- Try it
In the data below, how many lines contain the string "labels"? Give only the figure.

- Records for the task
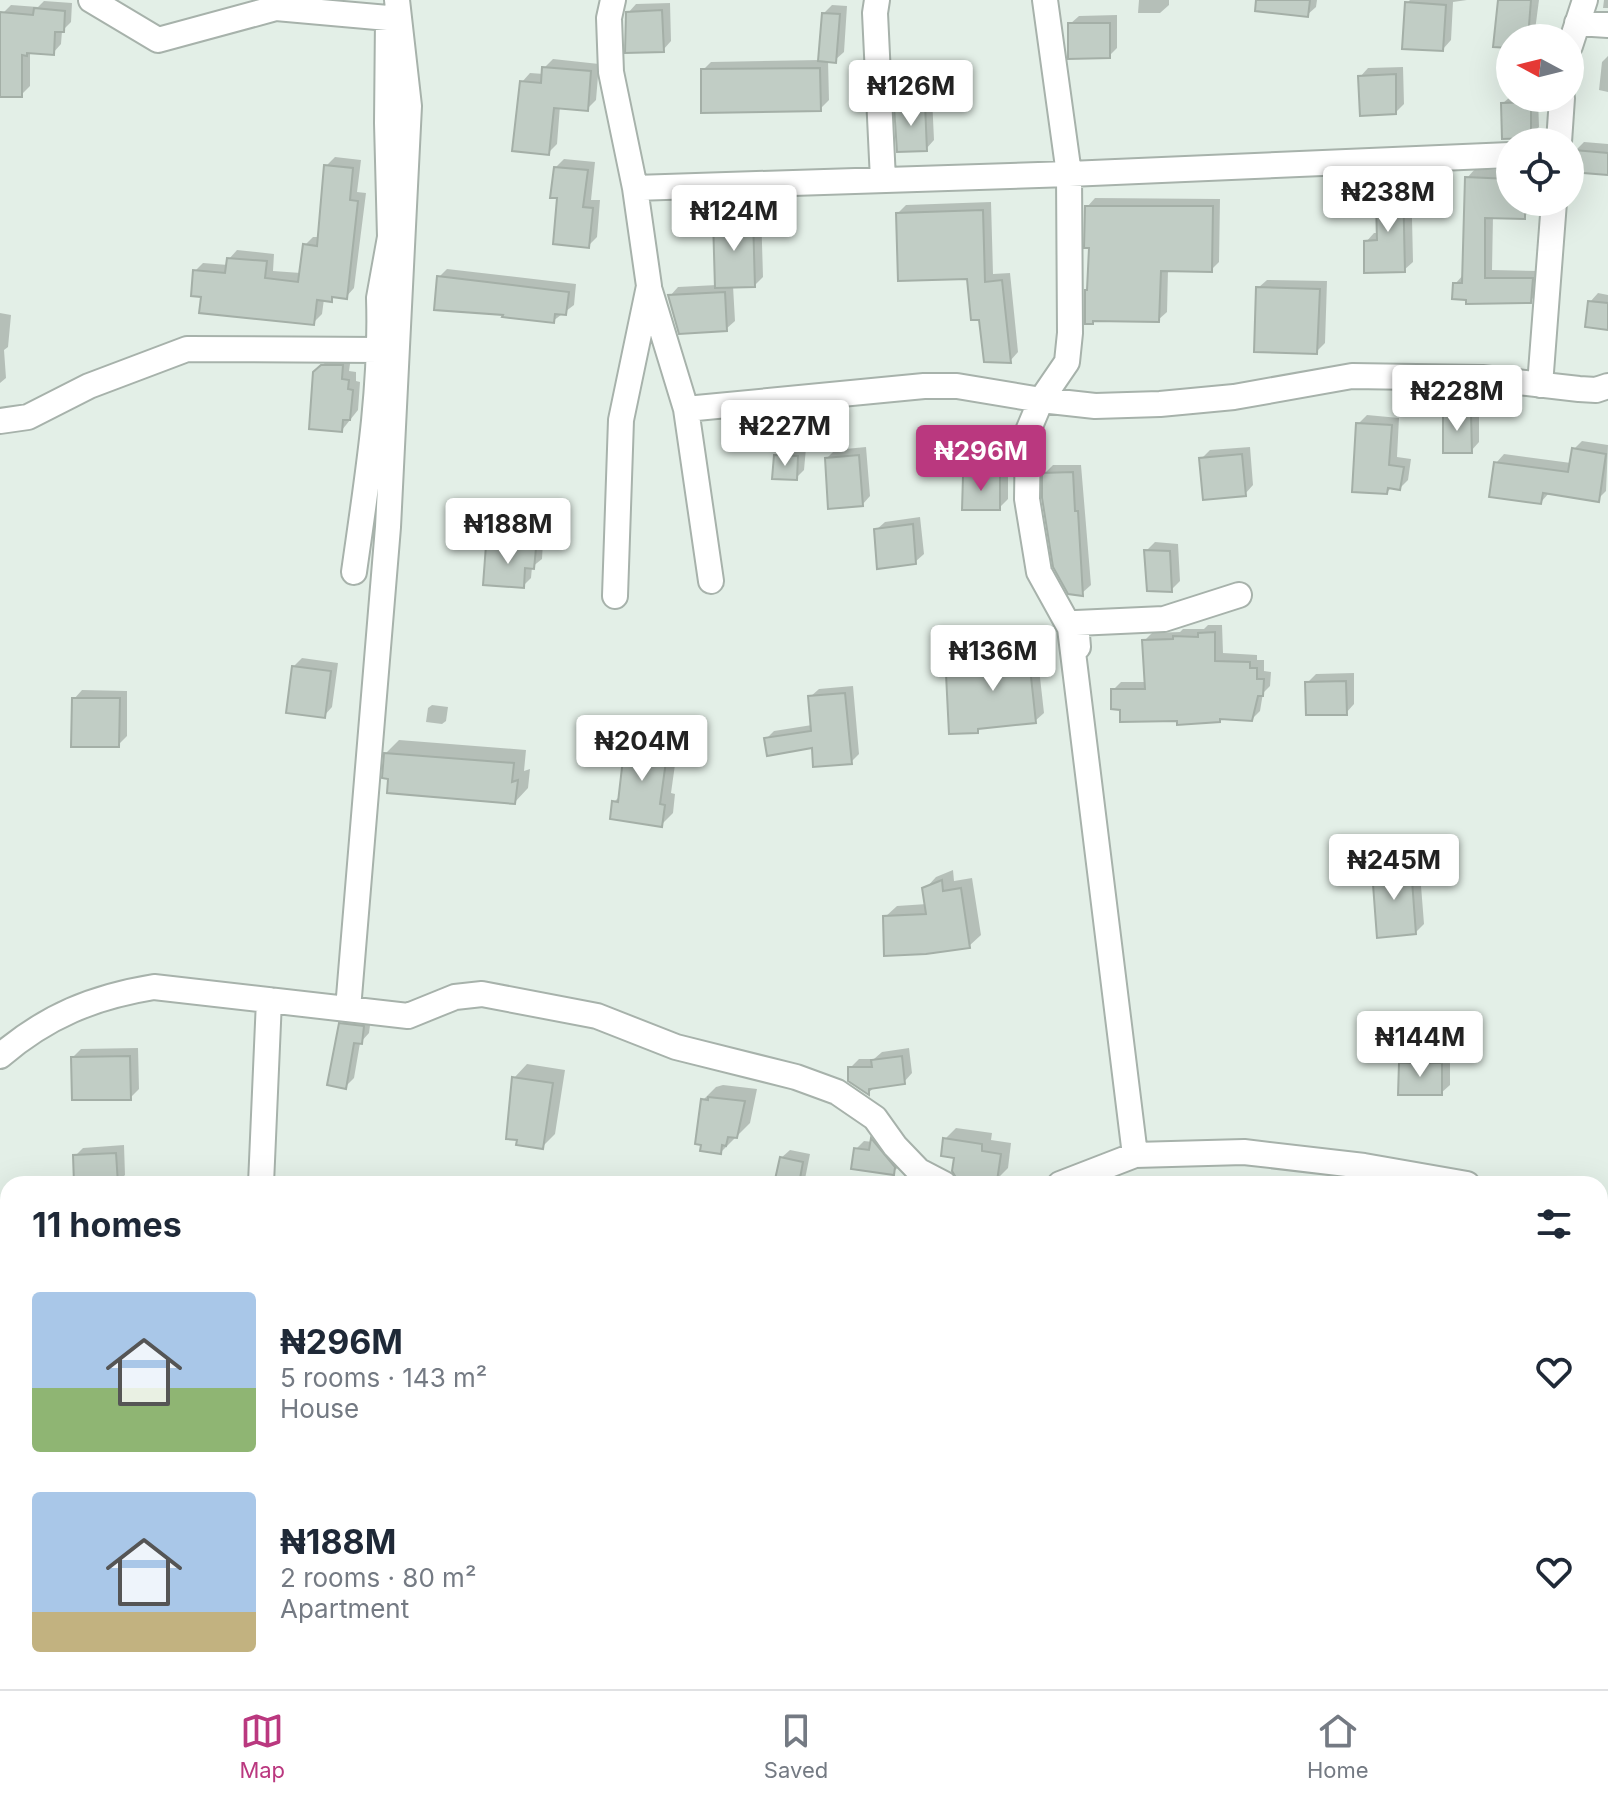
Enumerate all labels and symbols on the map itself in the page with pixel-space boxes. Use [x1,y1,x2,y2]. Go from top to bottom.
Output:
north arrow [1496,24,1584,112]
pin: ₦126M [855,60,967,128]
pin: ₦238M [1332,166,1444,234]
pin: ₦124M [678,185,790,253]
pin: ₦228M [1401,365,1513,433]
pin: ₦227M [729,400,841,468]
pin: ₦296M [925,425,1037,493]
pin: ₦188M [452,498,564,566]
pin: ₦136M [937,625,1049,693]
pin: ₦204M [586,715,698,783]
pin: ₦245M [1338,834,1450,902]
pin: ₦144M [1364,1011,1476,1079]

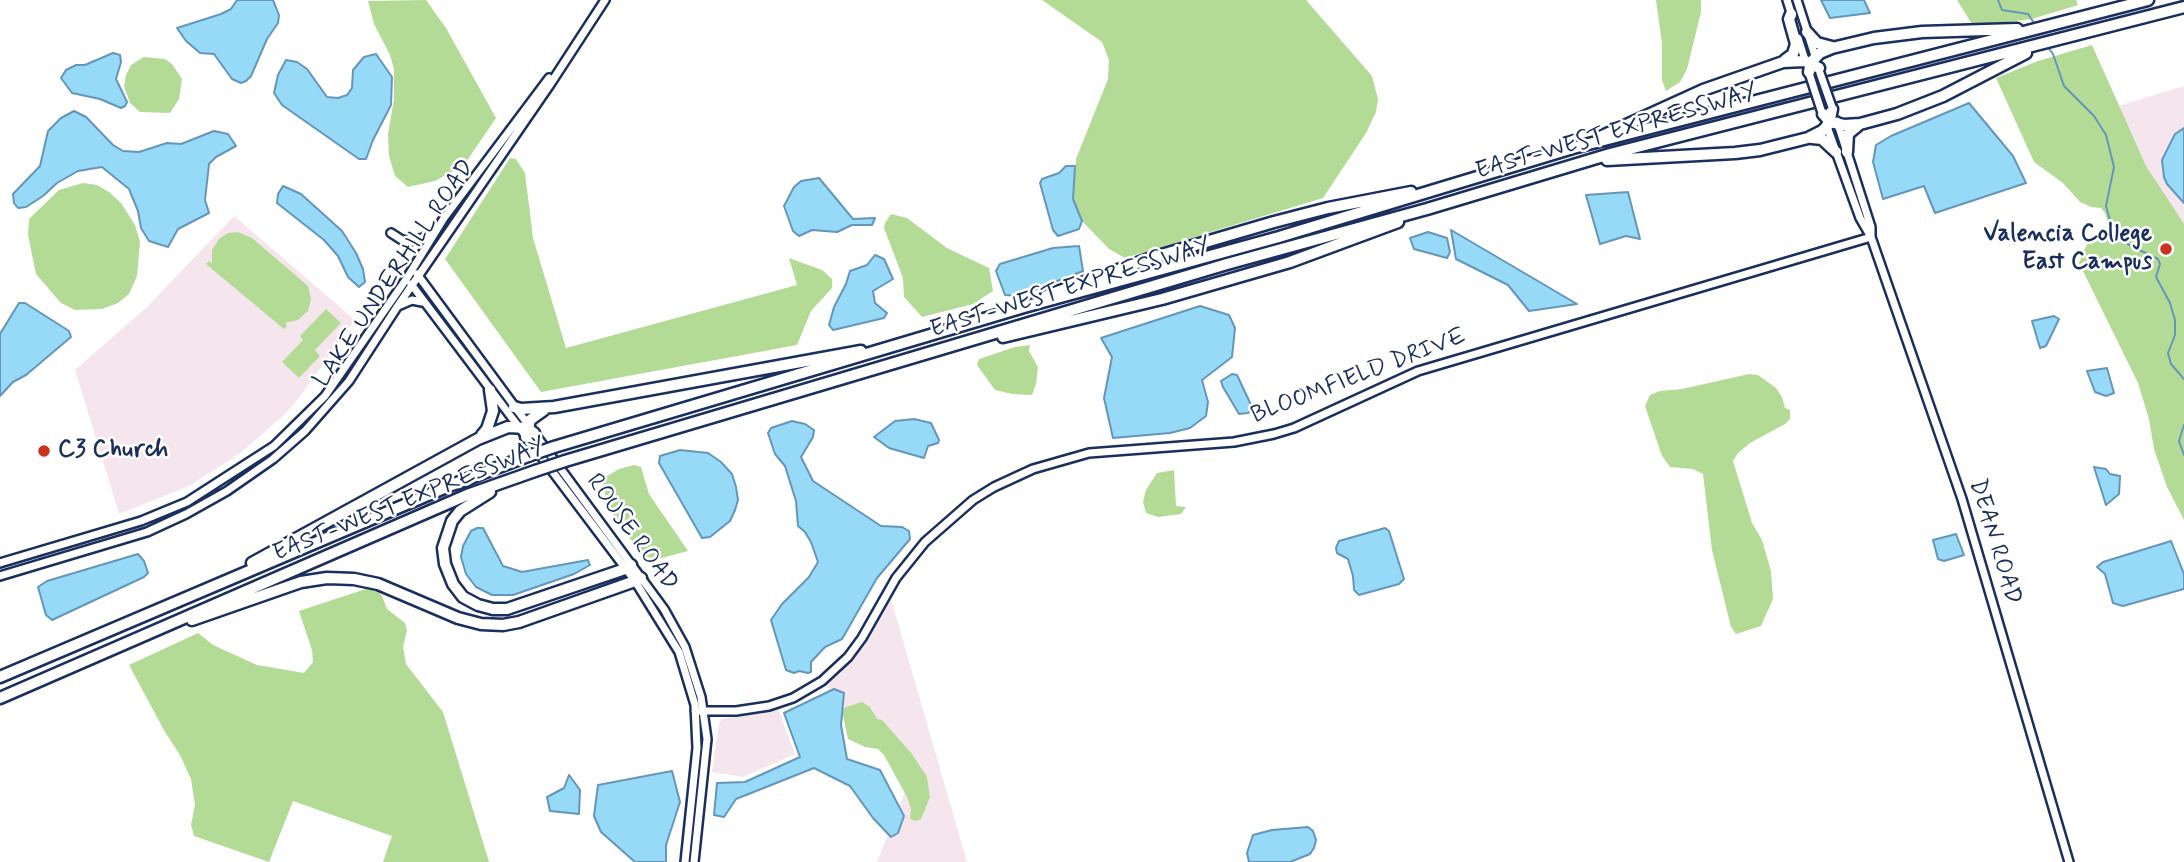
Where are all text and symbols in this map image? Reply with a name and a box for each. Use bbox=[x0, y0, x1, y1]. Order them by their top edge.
street label: EAST-WEST EXPRESSWAY bbox=[1473, 79, 1761, 187]
street label: LAKE UNDERHILL ROAD bbox=[308, 155, 482, 393]
place label: Valencia College East Campus bbox=[1983, 221, 2152, 277]
street label: EAST-WEST EXPRESSWAY bbox=[927, 233, 1215, 345]
marker: Valencia College East Campus bbox=[2158, 241, 2174, 257]
street label: BLOOMFIELD DRIVE bbox=[1248, 323, 1470, 431]
street label: EAST-WEST EXPRESSWAY bbox=[269, 433, 551, 569]
place label: C3 Church bbox=[58, 437, 168, 465]
marker: C3 Church bbox=[36, 443, 52, 459]
street label: ROUSE ROAD bbox=[579, 469, 683, 597]
street label: DEAN ROAD bbox=[1961, 476, 2027, 608]

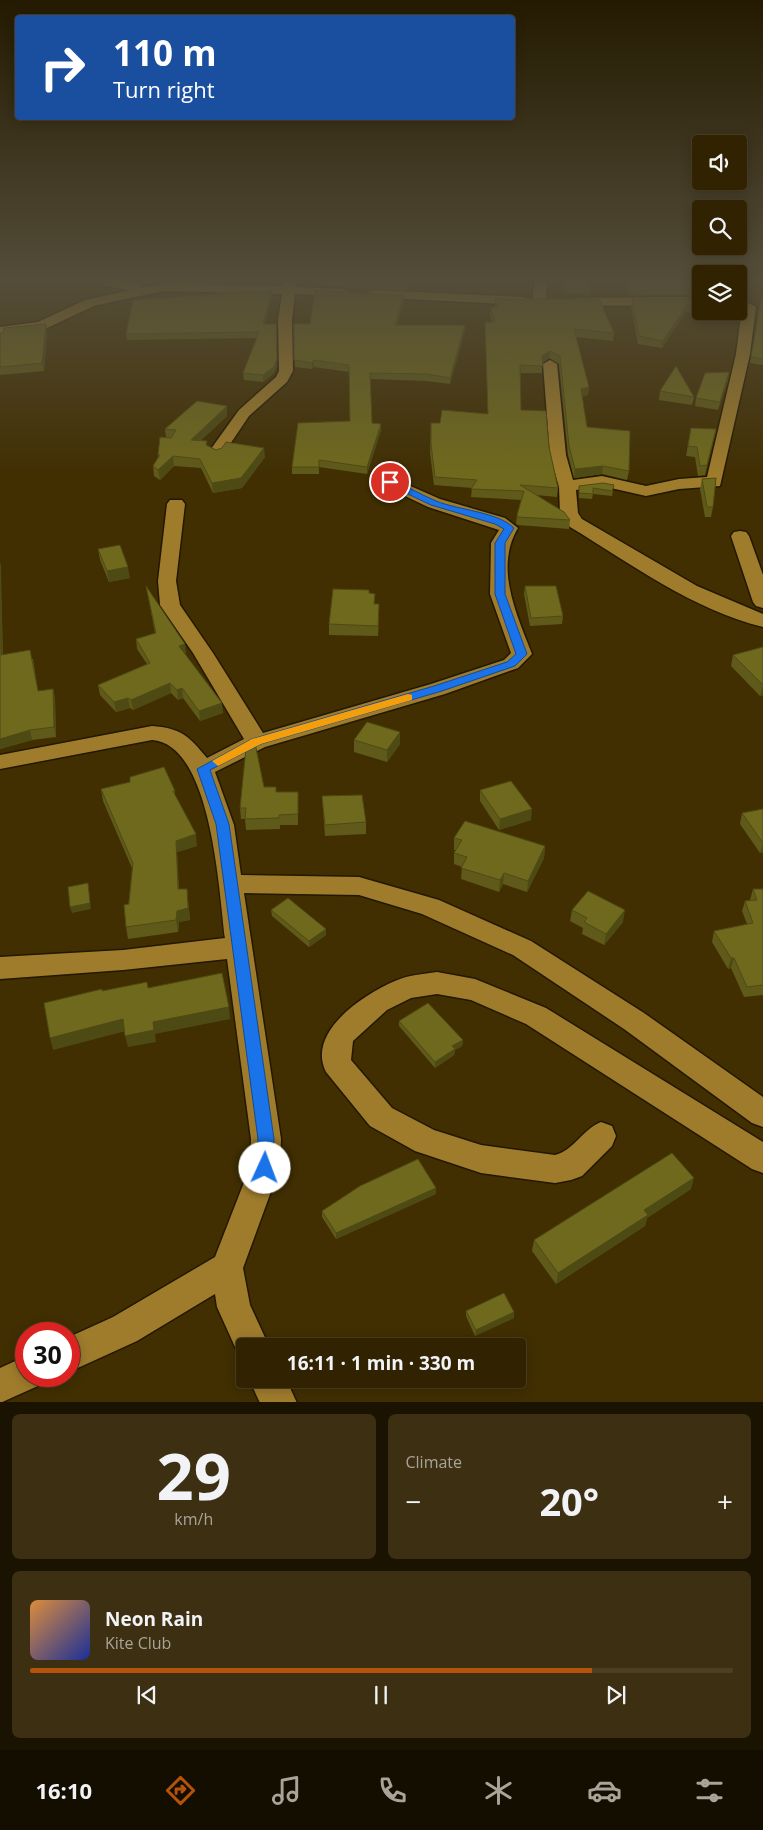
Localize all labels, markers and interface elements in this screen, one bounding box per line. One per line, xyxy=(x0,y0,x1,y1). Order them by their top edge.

- Result of this exercise
2